Segment Start: EXCERPTED DATA
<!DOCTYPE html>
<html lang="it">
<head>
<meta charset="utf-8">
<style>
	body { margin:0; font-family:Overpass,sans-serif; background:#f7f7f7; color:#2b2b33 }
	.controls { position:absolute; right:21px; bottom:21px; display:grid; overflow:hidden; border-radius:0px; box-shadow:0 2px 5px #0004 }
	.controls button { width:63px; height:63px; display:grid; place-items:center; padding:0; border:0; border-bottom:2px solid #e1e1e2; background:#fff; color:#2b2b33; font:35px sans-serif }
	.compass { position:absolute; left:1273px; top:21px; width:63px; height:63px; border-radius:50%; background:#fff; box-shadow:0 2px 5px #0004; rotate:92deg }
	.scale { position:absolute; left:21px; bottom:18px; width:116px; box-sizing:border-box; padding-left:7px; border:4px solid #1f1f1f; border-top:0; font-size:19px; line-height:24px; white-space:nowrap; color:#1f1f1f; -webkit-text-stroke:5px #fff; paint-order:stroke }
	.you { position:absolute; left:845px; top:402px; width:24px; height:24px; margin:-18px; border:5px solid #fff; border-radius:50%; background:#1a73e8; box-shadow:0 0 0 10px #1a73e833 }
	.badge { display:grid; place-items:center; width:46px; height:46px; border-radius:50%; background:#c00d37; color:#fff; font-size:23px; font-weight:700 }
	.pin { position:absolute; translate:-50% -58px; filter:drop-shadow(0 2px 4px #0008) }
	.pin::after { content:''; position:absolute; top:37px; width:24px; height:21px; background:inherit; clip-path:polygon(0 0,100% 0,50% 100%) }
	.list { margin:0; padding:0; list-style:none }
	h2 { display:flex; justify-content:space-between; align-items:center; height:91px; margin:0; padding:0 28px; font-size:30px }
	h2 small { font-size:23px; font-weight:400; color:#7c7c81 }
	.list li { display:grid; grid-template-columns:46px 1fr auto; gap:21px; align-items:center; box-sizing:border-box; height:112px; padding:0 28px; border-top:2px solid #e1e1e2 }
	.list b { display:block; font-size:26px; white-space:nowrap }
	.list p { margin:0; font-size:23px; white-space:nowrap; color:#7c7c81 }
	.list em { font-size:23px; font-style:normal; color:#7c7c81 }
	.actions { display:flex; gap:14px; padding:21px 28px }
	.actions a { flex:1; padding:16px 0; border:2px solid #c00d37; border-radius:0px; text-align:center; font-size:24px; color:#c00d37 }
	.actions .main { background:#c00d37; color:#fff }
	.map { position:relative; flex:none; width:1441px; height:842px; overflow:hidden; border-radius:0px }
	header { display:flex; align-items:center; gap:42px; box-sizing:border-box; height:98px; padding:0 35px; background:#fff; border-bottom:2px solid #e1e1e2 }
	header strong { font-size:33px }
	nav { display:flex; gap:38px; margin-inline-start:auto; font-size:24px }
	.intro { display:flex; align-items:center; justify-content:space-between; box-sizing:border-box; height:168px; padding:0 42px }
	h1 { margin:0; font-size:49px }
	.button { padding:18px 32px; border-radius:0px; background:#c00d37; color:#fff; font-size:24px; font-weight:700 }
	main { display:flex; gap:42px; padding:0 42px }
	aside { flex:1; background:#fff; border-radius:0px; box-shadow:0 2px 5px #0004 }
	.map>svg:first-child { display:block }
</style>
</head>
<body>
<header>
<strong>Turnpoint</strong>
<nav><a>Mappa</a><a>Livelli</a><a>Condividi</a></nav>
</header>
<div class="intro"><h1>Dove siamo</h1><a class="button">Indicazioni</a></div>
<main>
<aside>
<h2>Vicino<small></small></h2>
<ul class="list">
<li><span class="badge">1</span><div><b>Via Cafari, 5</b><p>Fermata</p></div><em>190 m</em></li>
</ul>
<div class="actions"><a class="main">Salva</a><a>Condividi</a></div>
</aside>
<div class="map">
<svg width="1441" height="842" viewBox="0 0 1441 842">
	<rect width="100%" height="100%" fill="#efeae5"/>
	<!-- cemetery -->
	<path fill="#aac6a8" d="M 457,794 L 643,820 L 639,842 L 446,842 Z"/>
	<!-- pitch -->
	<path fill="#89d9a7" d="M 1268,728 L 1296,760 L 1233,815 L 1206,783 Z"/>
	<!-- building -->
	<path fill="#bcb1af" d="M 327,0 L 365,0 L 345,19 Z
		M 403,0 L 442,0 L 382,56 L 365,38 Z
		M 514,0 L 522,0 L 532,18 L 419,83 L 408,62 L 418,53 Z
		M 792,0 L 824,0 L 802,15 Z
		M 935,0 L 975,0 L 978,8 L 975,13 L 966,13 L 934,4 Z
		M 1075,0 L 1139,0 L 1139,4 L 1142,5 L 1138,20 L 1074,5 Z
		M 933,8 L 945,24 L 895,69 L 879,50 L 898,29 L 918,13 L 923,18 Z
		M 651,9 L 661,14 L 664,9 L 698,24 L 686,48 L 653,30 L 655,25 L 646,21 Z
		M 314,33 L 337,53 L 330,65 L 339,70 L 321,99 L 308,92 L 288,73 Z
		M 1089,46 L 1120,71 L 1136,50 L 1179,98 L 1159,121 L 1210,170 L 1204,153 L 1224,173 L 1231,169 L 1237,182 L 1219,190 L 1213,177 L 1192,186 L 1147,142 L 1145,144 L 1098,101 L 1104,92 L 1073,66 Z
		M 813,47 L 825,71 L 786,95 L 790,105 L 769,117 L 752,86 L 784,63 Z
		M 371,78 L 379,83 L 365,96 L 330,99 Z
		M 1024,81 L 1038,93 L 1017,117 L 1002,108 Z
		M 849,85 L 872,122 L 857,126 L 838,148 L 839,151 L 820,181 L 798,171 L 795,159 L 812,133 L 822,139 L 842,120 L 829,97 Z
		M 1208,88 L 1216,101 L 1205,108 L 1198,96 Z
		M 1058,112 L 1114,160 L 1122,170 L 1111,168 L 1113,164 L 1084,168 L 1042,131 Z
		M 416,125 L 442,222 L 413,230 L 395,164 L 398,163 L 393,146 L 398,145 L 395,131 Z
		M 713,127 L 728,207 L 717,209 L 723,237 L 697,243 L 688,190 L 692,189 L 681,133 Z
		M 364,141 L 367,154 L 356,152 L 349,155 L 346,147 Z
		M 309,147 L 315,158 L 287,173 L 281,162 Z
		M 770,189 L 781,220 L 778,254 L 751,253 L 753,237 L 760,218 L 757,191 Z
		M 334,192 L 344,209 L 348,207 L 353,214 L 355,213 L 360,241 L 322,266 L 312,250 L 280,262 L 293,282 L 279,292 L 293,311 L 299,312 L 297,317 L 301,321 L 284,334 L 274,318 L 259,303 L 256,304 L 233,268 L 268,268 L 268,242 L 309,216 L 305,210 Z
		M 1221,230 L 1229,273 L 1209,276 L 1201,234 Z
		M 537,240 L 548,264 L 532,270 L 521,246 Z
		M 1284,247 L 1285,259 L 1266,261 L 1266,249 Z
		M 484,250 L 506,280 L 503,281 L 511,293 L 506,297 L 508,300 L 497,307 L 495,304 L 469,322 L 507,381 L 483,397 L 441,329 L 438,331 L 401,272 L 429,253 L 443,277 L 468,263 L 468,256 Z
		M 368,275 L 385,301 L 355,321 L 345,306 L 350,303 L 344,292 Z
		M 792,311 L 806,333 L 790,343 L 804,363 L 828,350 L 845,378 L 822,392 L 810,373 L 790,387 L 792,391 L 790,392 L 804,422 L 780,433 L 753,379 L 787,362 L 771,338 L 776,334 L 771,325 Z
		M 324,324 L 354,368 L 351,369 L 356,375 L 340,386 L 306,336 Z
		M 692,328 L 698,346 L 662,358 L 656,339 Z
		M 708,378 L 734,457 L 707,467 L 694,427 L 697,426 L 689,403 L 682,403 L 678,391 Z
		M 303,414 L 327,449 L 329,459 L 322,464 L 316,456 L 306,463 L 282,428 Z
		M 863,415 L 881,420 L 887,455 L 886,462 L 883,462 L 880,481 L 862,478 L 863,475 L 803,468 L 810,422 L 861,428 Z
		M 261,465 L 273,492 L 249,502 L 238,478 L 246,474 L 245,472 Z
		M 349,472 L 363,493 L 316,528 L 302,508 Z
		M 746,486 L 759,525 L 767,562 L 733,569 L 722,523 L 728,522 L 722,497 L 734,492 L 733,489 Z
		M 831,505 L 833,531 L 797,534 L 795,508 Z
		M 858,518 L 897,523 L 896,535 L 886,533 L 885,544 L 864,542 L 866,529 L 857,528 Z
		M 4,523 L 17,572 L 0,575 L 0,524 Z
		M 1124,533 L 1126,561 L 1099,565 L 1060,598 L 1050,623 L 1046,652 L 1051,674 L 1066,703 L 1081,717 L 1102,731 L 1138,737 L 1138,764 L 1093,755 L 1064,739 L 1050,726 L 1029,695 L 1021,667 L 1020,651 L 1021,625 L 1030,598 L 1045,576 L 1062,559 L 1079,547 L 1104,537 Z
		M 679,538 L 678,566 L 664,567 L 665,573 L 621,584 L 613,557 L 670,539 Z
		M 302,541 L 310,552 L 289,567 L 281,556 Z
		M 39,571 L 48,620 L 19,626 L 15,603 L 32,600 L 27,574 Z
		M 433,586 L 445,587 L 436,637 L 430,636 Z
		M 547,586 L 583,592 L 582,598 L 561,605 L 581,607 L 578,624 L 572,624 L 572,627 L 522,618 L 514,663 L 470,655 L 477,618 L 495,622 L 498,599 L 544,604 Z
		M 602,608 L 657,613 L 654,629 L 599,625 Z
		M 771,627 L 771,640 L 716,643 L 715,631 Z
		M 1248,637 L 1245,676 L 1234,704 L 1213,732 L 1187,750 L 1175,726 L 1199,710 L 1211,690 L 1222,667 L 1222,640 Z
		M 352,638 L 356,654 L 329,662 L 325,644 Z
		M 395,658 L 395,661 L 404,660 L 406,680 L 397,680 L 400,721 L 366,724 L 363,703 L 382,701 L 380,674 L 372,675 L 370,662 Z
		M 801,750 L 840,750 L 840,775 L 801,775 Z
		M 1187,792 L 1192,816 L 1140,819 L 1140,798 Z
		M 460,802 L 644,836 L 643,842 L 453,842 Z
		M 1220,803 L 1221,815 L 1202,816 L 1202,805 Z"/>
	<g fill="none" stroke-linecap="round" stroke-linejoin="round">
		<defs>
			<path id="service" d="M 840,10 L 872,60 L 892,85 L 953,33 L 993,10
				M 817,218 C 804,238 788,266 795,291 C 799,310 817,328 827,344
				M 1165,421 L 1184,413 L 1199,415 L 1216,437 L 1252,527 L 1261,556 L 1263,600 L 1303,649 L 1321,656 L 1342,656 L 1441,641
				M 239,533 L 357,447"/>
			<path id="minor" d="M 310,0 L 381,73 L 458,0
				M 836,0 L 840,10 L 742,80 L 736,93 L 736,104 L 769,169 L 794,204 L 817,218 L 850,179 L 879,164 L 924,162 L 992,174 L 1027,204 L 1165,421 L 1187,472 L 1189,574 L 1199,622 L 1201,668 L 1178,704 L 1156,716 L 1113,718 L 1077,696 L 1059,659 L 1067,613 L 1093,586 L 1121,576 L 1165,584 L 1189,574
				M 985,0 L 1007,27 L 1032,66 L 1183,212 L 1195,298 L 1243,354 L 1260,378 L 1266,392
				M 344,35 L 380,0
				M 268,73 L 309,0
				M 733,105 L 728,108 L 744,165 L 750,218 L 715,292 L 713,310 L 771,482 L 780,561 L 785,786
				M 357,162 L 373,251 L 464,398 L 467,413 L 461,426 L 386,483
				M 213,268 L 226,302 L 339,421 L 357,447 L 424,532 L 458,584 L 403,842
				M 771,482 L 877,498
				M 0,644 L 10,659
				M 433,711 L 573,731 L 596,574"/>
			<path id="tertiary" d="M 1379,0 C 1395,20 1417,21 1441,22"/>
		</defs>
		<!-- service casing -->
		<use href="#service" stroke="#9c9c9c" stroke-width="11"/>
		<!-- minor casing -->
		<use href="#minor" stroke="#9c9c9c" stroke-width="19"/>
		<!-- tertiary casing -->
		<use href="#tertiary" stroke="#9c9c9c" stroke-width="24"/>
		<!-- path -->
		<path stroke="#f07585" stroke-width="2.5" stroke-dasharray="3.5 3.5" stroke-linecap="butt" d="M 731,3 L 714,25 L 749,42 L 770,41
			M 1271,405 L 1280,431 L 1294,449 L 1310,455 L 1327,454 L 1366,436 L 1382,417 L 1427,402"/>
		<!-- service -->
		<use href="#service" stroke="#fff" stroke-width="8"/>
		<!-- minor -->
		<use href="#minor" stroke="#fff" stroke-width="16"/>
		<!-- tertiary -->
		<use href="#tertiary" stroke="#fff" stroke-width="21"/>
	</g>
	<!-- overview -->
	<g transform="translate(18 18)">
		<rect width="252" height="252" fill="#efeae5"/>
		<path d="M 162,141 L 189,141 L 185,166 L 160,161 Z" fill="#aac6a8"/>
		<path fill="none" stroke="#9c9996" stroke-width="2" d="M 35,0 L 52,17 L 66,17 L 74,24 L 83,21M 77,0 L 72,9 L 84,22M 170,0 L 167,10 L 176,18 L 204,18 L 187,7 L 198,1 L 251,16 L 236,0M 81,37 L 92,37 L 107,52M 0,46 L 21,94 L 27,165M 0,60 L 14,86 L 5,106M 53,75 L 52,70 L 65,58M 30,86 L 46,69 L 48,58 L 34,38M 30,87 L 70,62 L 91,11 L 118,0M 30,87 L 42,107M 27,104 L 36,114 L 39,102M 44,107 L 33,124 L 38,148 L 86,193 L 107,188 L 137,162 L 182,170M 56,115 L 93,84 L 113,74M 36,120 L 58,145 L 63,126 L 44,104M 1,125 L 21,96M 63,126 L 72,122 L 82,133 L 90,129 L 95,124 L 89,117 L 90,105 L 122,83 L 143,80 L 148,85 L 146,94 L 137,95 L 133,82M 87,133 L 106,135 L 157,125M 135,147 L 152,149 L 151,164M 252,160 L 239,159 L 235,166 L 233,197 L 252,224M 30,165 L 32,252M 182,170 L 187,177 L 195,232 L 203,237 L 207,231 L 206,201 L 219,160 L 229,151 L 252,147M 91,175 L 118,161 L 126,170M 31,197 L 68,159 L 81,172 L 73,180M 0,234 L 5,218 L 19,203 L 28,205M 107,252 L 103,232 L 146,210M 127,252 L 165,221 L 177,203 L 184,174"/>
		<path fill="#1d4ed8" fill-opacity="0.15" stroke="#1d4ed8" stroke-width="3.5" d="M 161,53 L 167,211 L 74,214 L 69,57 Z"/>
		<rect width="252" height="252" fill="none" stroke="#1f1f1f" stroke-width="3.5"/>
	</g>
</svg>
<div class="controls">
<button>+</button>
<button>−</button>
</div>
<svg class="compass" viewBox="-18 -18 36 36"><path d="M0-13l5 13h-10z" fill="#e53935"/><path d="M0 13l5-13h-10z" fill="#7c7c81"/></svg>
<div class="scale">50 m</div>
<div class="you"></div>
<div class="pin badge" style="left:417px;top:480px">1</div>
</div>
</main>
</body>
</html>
Segment End: EXCERPTED DATA
Segment Start: EXCERPTED DATA
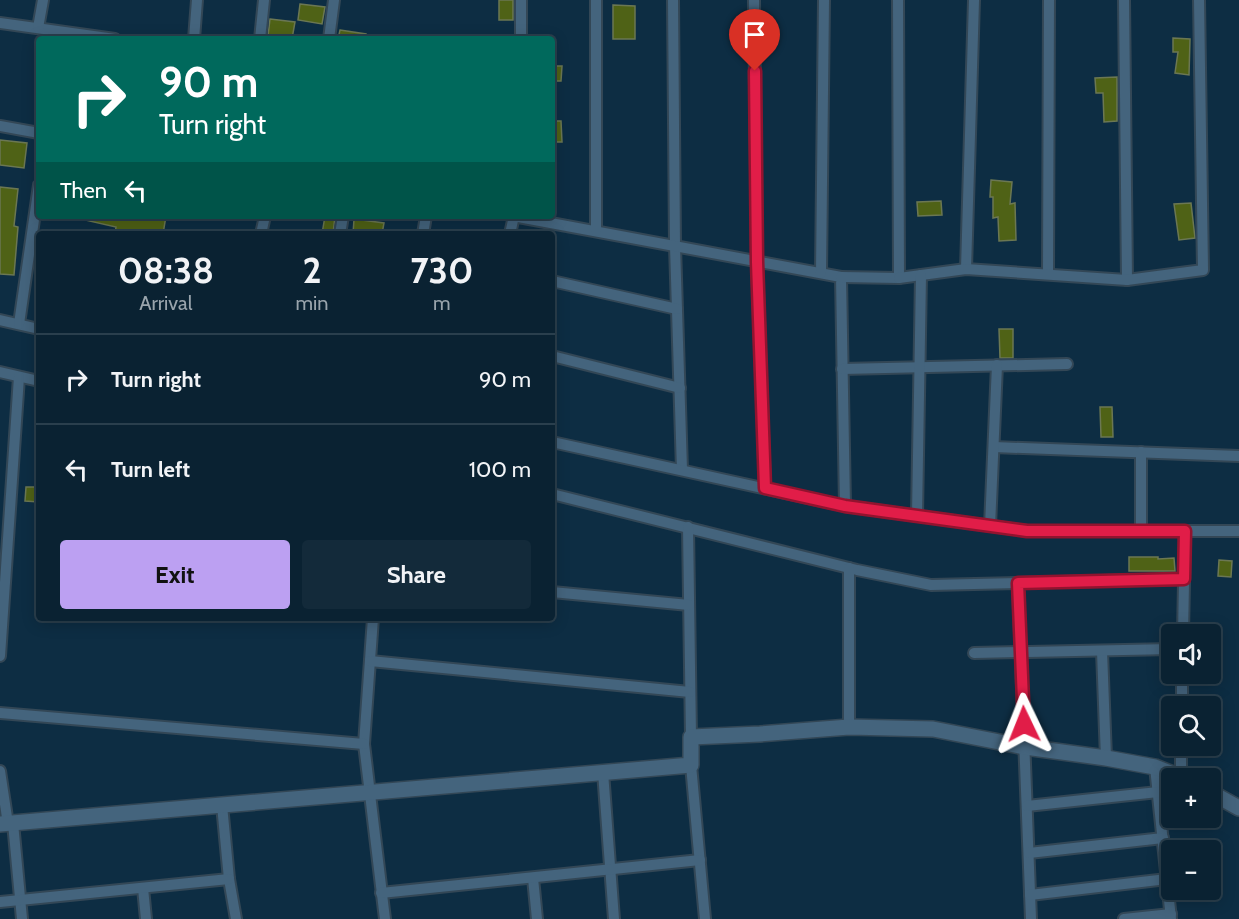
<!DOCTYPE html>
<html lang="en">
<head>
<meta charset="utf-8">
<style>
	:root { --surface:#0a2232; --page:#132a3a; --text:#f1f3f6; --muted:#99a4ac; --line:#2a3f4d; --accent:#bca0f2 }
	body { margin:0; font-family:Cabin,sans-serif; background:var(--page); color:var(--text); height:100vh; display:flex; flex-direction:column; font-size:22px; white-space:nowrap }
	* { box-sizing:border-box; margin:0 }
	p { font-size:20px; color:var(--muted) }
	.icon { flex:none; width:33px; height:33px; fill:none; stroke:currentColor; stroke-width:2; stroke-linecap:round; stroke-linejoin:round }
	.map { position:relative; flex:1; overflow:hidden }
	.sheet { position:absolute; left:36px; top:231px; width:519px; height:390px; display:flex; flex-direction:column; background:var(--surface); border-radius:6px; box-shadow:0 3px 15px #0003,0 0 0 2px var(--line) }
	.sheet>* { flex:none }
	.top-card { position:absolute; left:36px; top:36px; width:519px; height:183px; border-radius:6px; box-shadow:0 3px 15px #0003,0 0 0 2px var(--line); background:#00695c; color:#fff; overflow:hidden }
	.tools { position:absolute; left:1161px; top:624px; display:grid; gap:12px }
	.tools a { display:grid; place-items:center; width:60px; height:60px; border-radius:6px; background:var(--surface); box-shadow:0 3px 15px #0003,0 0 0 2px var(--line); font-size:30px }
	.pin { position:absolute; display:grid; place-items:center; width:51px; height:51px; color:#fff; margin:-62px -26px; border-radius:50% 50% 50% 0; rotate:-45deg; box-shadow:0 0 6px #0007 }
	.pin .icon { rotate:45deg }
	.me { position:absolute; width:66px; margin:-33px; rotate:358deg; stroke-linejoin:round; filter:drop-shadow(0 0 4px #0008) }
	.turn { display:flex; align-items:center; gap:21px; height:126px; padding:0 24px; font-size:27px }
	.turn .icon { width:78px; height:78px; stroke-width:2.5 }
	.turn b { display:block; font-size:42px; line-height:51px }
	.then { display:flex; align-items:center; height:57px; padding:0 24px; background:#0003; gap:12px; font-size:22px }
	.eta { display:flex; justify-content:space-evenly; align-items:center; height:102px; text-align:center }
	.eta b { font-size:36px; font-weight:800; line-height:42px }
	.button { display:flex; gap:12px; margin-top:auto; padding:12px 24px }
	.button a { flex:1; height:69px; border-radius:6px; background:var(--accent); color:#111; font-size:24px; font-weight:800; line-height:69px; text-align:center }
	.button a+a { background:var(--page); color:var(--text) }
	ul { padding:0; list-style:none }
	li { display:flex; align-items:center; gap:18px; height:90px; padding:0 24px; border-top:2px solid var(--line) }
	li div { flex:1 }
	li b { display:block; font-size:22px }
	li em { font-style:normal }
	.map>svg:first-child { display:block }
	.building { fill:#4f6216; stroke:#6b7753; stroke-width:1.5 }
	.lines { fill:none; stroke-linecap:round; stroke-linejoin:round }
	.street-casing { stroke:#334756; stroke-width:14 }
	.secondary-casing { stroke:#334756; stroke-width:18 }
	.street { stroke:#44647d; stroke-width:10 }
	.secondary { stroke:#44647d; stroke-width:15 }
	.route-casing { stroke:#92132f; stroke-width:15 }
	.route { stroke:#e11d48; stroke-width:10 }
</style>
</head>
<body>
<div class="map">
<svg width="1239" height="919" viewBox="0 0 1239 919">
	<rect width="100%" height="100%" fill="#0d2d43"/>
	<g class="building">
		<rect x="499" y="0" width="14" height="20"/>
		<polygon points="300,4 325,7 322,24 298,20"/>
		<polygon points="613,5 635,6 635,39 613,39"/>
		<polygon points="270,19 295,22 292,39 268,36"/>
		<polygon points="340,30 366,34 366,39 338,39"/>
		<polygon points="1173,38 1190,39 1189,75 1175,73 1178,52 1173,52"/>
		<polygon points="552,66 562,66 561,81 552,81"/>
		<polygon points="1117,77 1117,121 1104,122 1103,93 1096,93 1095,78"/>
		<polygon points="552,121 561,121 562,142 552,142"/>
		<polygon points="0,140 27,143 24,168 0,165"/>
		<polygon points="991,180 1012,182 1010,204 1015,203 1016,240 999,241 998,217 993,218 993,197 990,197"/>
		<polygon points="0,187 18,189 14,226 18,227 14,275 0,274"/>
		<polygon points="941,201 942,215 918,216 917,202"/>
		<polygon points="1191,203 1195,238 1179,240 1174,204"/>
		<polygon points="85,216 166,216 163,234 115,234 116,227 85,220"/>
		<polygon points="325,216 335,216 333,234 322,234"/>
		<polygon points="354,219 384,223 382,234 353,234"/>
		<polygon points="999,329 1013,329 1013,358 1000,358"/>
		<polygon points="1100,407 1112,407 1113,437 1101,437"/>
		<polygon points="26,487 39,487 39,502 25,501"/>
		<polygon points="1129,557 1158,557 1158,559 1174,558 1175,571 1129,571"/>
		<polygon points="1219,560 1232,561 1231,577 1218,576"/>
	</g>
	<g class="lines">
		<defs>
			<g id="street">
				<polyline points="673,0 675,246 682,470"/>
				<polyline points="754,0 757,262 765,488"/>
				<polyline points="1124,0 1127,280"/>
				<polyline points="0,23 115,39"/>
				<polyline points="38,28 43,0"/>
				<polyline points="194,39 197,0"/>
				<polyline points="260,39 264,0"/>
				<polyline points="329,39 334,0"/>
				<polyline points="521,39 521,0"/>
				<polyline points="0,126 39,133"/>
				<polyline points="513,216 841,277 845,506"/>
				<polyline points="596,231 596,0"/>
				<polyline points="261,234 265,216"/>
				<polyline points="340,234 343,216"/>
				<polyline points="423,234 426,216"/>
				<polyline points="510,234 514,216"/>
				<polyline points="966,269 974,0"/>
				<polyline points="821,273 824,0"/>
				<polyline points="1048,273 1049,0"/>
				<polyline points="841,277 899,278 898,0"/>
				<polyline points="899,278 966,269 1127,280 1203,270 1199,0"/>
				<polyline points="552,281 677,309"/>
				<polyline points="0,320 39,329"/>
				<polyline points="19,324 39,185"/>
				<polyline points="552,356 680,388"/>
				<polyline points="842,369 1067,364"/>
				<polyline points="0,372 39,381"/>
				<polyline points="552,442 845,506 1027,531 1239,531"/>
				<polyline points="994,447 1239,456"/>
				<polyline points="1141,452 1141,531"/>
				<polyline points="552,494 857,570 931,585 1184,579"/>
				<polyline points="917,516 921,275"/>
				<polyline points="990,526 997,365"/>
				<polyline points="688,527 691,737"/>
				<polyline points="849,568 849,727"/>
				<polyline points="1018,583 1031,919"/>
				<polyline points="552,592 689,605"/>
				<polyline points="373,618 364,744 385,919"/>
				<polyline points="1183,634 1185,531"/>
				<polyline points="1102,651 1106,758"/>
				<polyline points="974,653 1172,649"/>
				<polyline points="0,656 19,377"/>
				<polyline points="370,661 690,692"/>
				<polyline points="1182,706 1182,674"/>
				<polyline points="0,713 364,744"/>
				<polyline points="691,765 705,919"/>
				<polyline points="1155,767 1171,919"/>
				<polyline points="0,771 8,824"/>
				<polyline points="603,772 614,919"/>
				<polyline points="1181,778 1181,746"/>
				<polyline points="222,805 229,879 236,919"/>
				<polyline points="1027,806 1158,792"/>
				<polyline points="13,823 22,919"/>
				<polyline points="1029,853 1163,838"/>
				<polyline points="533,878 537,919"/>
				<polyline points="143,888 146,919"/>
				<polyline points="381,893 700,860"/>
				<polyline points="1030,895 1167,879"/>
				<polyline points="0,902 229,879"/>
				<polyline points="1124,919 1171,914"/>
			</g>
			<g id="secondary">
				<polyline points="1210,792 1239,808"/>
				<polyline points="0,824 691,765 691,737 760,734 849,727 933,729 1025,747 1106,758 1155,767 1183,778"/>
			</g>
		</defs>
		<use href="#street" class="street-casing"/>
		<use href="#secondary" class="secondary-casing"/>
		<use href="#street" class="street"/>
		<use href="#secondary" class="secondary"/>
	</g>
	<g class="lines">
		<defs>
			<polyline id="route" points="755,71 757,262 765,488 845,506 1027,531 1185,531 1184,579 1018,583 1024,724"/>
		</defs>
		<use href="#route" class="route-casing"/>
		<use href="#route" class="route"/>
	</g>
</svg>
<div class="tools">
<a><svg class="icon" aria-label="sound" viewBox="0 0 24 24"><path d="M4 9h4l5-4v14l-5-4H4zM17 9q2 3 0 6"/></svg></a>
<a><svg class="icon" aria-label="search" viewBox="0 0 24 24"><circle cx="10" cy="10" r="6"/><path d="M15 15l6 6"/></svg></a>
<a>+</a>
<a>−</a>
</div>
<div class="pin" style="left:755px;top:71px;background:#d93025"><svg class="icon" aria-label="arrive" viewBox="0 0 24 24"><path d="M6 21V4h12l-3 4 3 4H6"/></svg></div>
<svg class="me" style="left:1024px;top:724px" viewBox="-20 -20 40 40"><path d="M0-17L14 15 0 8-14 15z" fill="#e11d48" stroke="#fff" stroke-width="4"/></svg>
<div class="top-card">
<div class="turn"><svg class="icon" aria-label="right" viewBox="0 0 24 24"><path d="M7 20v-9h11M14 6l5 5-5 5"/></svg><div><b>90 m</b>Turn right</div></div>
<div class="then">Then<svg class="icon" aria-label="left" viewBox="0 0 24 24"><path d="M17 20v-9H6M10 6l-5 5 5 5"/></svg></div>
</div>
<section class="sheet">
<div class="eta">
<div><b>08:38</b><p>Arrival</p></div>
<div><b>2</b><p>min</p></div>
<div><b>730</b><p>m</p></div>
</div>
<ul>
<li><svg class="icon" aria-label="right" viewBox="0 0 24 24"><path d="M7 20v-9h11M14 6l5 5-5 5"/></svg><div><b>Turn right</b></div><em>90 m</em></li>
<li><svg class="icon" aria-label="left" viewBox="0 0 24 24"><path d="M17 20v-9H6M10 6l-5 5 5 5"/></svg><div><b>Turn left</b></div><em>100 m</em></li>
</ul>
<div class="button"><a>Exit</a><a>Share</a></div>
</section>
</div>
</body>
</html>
Segment End: EXCERPTED DATA
WORK TASK: Write down only the number of lines above where the word "tools" occurs.

RESULT: 3